First, is this for an employed physician, a physician under contract under a payment arrangement such as an ACO, or an independent medical staff member?
Second, is this a quality assessment, a utilization or efficiency assessment or a compensation assessment, i.e., is the employee or the contracted physician receiving a bonus or being penalized for hitting or failing to hit quality marks or targets?
Third, is this assessment being conducted in a quality/peer review context or an HR or financial context?
Fourth, is it the intent of the evaluator to maintain the confidentiality of this process?
In reverse order, if maintaining confidentiality is the significant issue, then only the quality/peer review evaluation will be confidential and then only from outside third parties (but not from the physician).
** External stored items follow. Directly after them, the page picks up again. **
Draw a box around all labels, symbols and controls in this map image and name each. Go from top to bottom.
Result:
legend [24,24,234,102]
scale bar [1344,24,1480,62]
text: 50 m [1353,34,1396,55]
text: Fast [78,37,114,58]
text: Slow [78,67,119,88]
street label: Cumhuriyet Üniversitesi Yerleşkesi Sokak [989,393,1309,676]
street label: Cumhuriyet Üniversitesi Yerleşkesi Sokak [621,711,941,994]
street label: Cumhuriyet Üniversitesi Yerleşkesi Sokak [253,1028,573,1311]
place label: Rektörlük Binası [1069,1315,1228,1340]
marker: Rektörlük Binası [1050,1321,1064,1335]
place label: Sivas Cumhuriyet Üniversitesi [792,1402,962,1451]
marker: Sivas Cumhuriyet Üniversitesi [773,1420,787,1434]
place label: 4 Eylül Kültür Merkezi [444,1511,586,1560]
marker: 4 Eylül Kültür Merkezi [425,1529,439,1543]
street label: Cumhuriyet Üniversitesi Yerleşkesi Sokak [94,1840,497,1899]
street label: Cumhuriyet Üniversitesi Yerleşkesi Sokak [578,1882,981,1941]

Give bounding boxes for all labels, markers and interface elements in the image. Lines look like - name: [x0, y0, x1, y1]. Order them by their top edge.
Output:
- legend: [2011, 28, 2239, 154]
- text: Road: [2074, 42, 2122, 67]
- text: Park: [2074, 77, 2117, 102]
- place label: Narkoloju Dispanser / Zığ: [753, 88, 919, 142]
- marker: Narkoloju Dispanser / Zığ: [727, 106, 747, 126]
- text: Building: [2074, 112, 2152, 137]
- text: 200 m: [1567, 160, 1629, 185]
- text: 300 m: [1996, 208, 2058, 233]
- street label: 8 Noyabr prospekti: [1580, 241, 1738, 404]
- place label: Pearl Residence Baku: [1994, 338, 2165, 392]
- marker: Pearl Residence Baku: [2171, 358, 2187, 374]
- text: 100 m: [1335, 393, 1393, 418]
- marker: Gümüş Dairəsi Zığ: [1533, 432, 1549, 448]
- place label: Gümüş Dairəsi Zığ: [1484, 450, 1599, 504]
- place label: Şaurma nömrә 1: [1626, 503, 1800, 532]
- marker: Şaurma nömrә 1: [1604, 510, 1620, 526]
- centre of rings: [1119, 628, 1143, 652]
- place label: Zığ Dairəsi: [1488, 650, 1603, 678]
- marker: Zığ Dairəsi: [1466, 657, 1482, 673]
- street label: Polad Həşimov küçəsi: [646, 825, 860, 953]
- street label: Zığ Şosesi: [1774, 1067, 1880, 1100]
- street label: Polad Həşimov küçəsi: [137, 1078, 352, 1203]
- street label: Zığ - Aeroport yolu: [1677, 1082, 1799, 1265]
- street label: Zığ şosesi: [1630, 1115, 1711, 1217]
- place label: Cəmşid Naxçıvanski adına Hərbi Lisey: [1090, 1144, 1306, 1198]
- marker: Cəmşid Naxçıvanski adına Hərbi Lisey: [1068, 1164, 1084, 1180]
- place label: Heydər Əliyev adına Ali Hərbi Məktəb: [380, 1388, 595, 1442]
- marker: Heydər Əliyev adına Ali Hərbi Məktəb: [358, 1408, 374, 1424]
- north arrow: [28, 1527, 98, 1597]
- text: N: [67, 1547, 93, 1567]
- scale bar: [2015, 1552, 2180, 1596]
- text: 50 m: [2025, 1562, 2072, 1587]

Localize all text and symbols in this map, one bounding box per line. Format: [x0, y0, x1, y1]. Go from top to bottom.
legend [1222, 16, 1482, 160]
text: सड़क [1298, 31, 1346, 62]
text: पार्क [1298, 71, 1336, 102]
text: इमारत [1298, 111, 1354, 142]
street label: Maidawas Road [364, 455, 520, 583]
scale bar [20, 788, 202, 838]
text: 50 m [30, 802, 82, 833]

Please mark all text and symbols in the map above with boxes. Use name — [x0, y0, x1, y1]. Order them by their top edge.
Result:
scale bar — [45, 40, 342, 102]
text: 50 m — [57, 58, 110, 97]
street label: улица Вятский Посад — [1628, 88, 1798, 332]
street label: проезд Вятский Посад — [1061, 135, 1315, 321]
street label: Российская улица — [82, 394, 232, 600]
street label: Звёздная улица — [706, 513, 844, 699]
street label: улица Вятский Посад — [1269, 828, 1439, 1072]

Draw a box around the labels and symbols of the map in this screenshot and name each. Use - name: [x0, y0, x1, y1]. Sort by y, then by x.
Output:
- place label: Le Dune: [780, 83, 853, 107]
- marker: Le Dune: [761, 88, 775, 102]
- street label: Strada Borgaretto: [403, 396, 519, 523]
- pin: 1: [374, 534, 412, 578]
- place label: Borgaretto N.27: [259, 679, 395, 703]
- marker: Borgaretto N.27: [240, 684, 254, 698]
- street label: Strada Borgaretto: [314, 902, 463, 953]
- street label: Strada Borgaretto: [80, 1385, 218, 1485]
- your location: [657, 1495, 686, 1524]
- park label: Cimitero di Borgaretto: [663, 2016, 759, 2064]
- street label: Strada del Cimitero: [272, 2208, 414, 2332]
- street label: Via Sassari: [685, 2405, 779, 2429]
An HR evaluation will presumably be part of the physician’s employee file and accessible under state law and any other type of context provides no confidentiality.
If confidentiality is one of the fundamental requirements, then the evaluation must be done as part of the peer review process as defined by the state peer review confidentiality law, and the peer review process must be modified so that it encompasses these P4P or performance evaluations which would presumably, without some advance planning, not be part of the peer review process.
If it is simply an incentive or compensation-based evaluation for an employed physician, none of the confidentiality rules would otherwise apply, but you must ask yourself whether you want the failure to hit certain quality targets to be public information.
The “Takeway” here is that you should understand this evaluation process, and the potential consequences, before blindly participating. Furthermore, it is incumbent on the “reviewers”, whether a hospital financial or HR department, the compensation analyst, or the “quality management team” to have figured out how they intend to deal with these issues–before they create the information.